→ Exercise objective
Every record needs to be set down again without a single difference.

→ Data extracted from a collection
____________

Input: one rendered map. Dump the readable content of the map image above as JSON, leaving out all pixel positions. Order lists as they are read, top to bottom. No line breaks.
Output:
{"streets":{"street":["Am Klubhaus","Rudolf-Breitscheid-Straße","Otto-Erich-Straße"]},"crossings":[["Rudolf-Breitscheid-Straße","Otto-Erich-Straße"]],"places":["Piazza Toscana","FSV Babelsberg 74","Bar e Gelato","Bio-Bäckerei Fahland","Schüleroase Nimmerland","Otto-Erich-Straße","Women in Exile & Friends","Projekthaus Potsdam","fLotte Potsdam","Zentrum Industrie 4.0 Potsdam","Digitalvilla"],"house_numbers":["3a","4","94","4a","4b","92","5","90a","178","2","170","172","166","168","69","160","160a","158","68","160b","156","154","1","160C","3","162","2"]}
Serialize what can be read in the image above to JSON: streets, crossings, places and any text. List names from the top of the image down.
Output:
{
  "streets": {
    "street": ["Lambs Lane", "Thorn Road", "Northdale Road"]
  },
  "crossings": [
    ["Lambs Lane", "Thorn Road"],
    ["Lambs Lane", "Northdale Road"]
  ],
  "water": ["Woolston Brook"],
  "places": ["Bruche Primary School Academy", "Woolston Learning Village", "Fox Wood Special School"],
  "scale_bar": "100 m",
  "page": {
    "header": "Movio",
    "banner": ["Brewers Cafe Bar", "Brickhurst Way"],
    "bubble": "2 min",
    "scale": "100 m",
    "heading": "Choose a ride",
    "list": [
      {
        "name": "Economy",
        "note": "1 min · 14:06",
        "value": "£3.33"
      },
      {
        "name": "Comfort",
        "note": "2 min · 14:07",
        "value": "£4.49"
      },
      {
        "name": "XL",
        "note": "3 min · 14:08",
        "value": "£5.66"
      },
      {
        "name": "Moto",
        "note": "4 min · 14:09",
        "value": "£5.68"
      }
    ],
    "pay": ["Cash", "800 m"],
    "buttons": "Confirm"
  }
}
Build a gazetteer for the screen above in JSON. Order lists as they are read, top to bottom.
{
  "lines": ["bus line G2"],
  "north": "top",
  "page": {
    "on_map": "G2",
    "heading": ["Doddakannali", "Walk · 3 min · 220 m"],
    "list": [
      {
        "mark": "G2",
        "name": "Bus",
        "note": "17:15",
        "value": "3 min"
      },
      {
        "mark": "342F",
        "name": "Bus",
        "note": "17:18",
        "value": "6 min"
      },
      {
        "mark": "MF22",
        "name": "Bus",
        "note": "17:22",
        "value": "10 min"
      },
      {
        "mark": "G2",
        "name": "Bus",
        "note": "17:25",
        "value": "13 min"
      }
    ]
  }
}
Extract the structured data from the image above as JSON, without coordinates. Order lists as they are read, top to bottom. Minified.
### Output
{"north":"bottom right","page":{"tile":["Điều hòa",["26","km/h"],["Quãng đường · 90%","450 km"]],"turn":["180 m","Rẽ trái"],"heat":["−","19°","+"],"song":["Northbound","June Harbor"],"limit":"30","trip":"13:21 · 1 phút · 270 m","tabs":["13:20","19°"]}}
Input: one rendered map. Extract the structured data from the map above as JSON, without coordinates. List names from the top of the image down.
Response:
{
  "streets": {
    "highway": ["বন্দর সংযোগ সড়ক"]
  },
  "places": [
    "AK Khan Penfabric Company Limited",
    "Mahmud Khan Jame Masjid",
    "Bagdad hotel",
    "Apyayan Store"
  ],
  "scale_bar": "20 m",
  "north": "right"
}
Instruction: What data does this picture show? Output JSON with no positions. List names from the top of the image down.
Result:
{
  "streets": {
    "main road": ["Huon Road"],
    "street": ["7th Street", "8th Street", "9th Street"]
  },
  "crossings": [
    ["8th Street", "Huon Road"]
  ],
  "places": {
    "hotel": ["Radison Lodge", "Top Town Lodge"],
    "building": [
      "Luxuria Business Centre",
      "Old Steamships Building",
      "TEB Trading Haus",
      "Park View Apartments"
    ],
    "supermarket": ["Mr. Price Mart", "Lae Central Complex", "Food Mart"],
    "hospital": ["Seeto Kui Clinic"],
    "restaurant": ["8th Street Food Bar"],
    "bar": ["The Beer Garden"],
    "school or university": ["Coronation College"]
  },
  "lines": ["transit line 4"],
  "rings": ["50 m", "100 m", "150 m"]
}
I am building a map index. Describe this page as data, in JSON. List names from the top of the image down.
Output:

____________

→ Solution to this exercise
Input: one rendered map. Dump the readable content of the map image above as JSON, leaving out all pixel positions. Order lists as they are read, top to bottom. No line breaks.
Output:
{"streets":{"street":["Am Klubhaus","Rudolf-Breitscheid-Straße","Otto-Erich-Straße"]},"crossings":[["Rudolf-Breitscheid-Straße","Otto-Erich-Straße"]],"places":["Piazza Toscana","FSV Babelsberg 74","Bar e Gelato","Bio-Bäckerei Fahland","Schüleroase Nimmerland","Otto-Erich-Straße","Women in Exile & Friends","Projekthaus Potsdam","fLotte Potsdam","Zentrum Industrie 4.0 Potsdam","Digitalvilla"],"house_numbers":["3a","4","94","4a","4b","92","5","90a","178","2","170","172","166","168","69","160","160a","158","68","160b","156","154","1","160C","3","162","2"]}
Serialize what can be read in the image above to JSON: streets, crossings, places and any text. List names from the top of the image down.
Output:
{
  "streets": {
    "street": ["Lambs Lane", "Thorn Road", "Northdale Road"]
  },
  "crossings": [
    ["Lambs Lane", "Thorn Road"],
    ["Lambs Lane", "Northdale Road"]
  ],
  "water": ["Woolston Brook"],
  "places": ["Bruche Primary School Academy", "Woolston Learning Village", "Fox Wood Special School"],
  "scale_bar": "100 m",
  "page": {
    "header": "Movio",
    "banner": ["Brewers Cafe Bar", "Brickhurst Way"],
    "bubble": "2 min",
    "scale": "100 m",
    "heading": "Choose a ride",
    "list": [
      {
        "name": "Economy",
        "note": "1 min · 14:06",
        "value": "£3.33"
      },
      {
        "name": "Comfort",
        "note": "2 min · 14:07",
        "value": "£4.49"
      },
      {
        "name": "XL",
        "note": "3 min · 14:08",
        "value": "£5.66"
      },
      {
        "name": "Moto",
        "note": "4 min · 14:09",
        "value": "£5.68"
      }
    ],
    "pay": ["Cash", "800 m"],
    "buttons": "Confirm"
  }
}
Build a gazetteer for the screen above in JSON. Order lists as they are read, top to bottom.
{
  "lines": ["bus line G2"],
  "north": "top",
  "page": {
    "on_map": "G2",
    "heading": ["Doddakannali", "Walk · 3 min · 220 m"],
    "list": [
      {
        "mark": "G2",
        "name": "Bus",
        "note": "17:15",
        "value": "3 min"
      },
      {
        "mark": "342F",
        "name": "Bus",
        "note": "17:18",
        "value": "6 min"
      },
      {
        "mark": "MF22",
        "name": "Bus",
        "note": "17:22",
        "value": "10 min"
      },
      {
        "mark": "G2",
        "name": "Bus",
        "note": "17:25",
        "value": "13 min"
      }
    ]
  }
}
Extract the structured data from the image above as JSON, without coordinates. Order lists as they are read, top to bottom. Minified.
### Output
{"north":"bottom right","page":{"tile":["Điều hòa",["26","km/h"],["Quãng đường · 90%","450 km"]],"turn":["180 m","Rẽ trái"],"heat":["−","19°","+"],"song":["Northbound","June Harbor"],"limit":"30","trip":"13:21 · 1 phút · 270 m","tabs":["13:20","19°"]}}
Input: one rendered map. Extract the structured data from the map above as JSON, without coordinates. List names from the top of the image down.
Response:
{
  "streets": {
    "highway": ["বন্দর সংযোগ সড়ক"]
  },
  "places": [
    "AK Khan Penfabric Company Limited",
    "Mahmud Khan Jame Masjid",
    "Bagdad hotel",
    "Apyayan Store"
  ],
  "scale_bar": "20 m",
  "north": "right"
}
Instruction: What data does this picture show? Output JSON with no positions. List names from the top of the image down.
Result:
{
  "streets": {
    "main road": ["Huon Road"],
    "street": ["7th Street", "8th Street", "9th Street"]
  },
  "crossings": [
    ["8th Street", "Huon Road"]
  ],
  "places": {
    "hotel": ["Radison Lodge", "Top Town Lodge"],
    "building": [
      "Luxuria Business Centre",
      "Old Steamships Building",
      "TEB Trading Haus",
      "Park View Apartments"
    ],
    "supermarket": ["Mr. Price Mart", "Lae Central Complex", "Food Mart"],
    "hospital": ["Seeto Kui Clinic"],
    "restaurant": ["8th Street Food Bar"],
    "bar": ["The Beer Garden"],
    "school or university": ["Coronation College"]
  },
  "lines": ["transit line 4"],
  "rings": ["50 m", "100 m", "150 m"]
}
I am building a map index. Describe this page as data, in JSON. List names from the top of the image down.
Output:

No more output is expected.